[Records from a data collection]
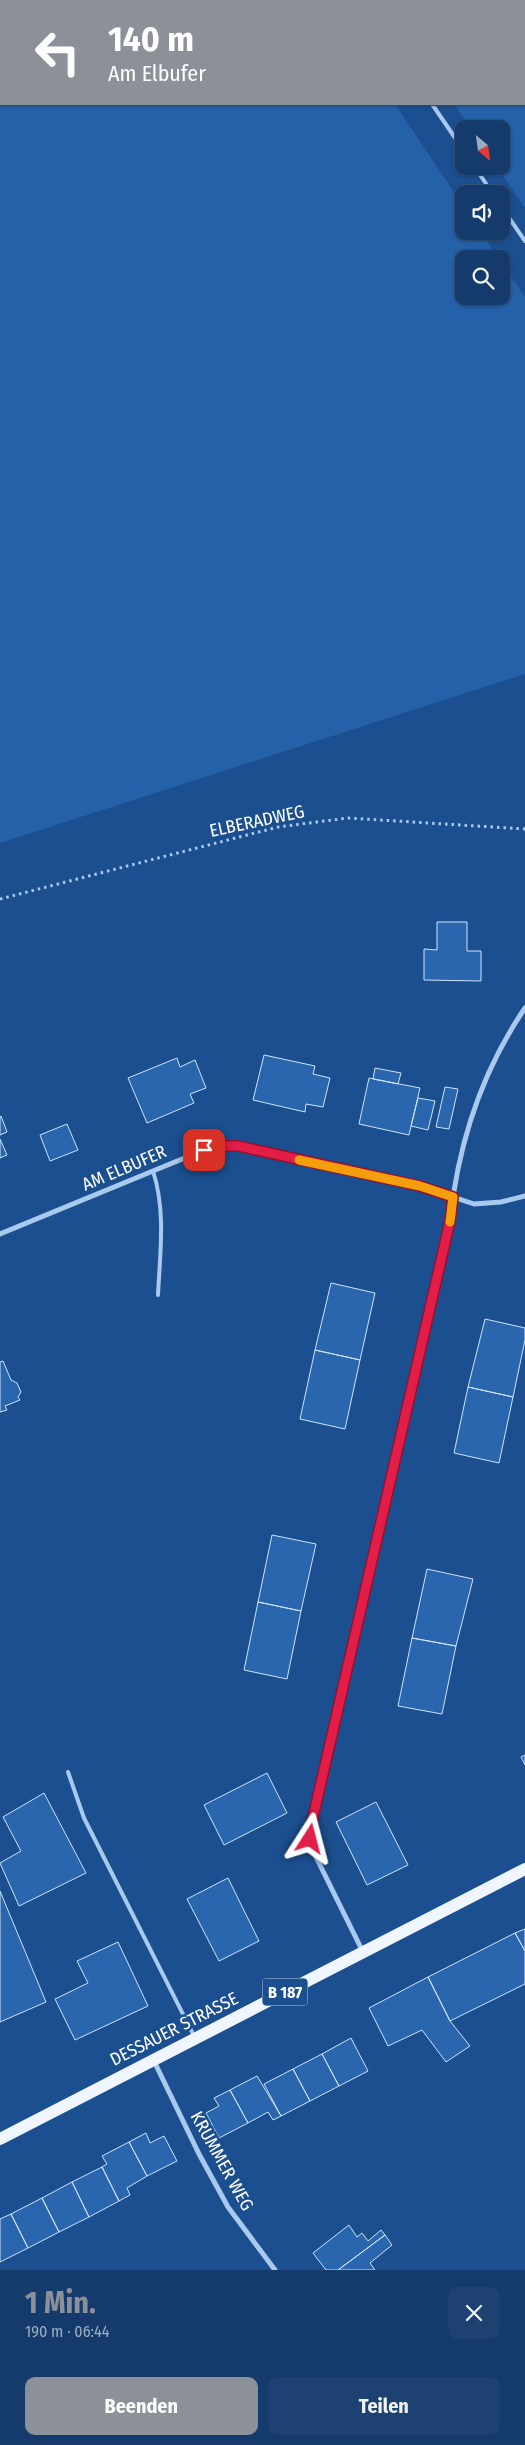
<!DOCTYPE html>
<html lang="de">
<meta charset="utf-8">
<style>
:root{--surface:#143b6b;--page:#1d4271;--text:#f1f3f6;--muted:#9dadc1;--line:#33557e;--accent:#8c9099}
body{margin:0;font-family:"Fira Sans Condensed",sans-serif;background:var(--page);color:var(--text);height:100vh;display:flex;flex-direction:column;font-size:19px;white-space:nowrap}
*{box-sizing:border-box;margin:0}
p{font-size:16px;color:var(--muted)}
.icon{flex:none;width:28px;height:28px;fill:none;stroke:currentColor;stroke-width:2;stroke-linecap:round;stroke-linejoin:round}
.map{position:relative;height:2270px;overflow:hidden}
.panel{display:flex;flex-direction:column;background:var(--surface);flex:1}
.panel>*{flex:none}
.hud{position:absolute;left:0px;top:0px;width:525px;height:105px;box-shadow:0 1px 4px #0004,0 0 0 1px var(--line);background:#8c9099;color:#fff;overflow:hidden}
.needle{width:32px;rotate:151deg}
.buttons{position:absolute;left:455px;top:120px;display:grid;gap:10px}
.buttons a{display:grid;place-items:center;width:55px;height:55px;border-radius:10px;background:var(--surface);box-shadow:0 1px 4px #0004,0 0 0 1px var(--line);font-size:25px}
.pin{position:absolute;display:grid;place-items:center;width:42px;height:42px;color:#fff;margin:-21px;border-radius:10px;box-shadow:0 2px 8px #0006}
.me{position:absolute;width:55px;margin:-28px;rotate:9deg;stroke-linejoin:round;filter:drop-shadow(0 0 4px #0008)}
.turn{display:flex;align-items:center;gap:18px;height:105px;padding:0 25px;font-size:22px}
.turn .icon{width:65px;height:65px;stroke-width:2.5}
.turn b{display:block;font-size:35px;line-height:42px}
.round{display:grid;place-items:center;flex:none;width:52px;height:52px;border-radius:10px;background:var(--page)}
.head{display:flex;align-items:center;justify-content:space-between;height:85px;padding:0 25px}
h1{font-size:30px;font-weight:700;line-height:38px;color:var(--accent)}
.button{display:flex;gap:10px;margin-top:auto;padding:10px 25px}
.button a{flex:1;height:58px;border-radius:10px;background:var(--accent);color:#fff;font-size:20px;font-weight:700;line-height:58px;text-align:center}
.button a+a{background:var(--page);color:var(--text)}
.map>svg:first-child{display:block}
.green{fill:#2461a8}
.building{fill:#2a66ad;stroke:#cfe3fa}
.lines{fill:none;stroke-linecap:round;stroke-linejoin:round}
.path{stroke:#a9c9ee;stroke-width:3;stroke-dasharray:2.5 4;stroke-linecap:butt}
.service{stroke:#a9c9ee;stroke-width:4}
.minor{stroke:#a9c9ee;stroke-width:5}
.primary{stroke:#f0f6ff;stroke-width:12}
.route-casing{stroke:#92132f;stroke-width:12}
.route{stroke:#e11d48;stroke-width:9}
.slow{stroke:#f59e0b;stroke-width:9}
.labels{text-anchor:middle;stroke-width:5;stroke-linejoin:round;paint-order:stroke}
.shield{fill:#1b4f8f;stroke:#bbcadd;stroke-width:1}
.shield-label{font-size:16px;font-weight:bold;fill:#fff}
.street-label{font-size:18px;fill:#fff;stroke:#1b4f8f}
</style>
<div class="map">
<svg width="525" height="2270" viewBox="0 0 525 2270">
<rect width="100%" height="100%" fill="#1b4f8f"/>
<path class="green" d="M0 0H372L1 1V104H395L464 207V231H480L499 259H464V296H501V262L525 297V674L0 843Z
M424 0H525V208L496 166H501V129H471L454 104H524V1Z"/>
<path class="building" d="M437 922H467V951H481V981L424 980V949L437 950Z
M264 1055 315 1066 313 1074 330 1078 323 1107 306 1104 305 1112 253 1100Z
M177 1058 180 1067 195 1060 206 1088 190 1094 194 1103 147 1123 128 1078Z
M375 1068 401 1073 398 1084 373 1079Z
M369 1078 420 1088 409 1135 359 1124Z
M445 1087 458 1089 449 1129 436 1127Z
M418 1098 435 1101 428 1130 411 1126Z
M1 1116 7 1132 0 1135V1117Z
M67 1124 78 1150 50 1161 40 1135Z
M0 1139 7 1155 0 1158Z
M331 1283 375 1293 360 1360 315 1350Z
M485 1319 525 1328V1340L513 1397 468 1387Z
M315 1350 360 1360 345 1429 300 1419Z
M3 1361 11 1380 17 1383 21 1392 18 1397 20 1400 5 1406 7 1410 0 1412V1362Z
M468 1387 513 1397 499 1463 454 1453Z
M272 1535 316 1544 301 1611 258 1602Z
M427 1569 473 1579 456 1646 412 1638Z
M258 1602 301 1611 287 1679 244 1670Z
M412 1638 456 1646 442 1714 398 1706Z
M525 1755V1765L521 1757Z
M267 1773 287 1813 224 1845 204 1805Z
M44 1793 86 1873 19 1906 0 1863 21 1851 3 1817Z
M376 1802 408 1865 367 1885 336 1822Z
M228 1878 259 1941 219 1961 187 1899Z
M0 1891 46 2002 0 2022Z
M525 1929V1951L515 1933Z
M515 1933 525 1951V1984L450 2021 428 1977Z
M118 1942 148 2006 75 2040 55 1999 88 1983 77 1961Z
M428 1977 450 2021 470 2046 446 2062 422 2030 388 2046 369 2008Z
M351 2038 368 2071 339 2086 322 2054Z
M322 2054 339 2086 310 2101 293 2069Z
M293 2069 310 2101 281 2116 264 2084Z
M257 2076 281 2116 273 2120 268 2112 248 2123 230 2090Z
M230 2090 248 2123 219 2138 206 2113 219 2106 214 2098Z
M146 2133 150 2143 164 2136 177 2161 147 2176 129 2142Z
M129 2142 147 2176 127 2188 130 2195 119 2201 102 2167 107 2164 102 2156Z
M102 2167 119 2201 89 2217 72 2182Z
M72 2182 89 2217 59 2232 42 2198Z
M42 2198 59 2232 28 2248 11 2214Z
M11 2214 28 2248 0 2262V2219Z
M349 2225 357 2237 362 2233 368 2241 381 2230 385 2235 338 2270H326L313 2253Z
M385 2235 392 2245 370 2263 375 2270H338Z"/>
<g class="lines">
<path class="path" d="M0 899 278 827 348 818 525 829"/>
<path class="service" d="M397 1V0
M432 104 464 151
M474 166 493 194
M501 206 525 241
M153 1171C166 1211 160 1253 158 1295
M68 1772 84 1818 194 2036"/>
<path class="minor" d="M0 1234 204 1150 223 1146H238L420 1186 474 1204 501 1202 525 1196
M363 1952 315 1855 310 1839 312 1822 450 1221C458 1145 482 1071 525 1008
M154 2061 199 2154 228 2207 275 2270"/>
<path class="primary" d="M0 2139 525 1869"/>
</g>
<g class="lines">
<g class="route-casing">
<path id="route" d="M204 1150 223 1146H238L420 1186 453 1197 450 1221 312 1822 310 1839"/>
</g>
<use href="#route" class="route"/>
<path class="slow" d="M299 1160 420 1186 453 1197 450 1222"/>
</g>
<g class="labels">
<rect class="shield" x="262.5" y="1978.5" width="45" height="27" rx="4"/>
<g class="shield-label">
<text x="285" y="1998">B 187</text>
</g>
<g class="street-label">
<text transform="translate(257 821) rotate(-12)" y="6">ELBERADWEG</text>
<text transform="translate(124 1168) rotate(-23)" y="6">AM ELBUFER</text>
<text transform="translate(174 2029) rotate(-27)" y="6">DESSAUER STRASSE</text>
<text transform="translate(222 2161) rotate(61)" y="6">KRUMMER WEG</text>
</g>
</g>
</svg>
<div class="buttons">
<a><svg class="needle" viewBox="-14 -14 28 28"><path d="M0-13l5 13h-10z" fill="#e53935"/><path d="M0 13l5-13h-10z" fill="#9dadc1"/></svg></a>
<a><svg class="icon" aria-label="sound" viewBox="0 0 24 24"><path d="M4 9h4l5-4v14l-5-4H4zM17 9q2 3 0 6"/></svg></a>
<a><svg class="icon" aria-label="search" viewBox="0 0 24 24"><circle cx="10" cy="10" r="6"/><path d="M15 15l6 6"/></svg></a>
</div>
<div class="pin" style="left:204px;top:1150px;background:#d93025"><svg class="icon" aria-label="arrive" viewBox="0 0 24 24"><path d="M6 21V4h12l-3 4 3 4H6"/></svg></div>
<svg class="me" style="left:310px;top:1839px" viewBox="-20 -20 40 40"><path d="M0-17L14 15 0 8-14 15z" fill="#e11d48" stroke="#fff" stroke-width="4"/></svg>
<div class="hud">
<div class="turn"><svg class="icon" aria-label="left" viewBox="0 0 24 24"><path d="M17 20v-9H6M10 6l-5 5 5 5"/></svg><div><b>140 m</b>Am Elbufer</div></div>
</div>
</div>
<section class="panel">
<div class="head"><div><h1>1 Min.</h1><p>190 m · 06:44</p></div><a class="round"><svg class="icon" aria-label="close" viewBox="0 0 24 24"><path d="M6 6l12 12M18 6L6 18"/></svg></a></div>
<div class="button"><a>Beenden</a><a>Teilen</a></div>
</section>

WORK ORDER ->
Pull out each line of the records holding the string "street".

EXERCISE ANSWER ->
.street-label{font-size:18px;fill:#fff;stroke:#1b4f8f}
<g class="street-label">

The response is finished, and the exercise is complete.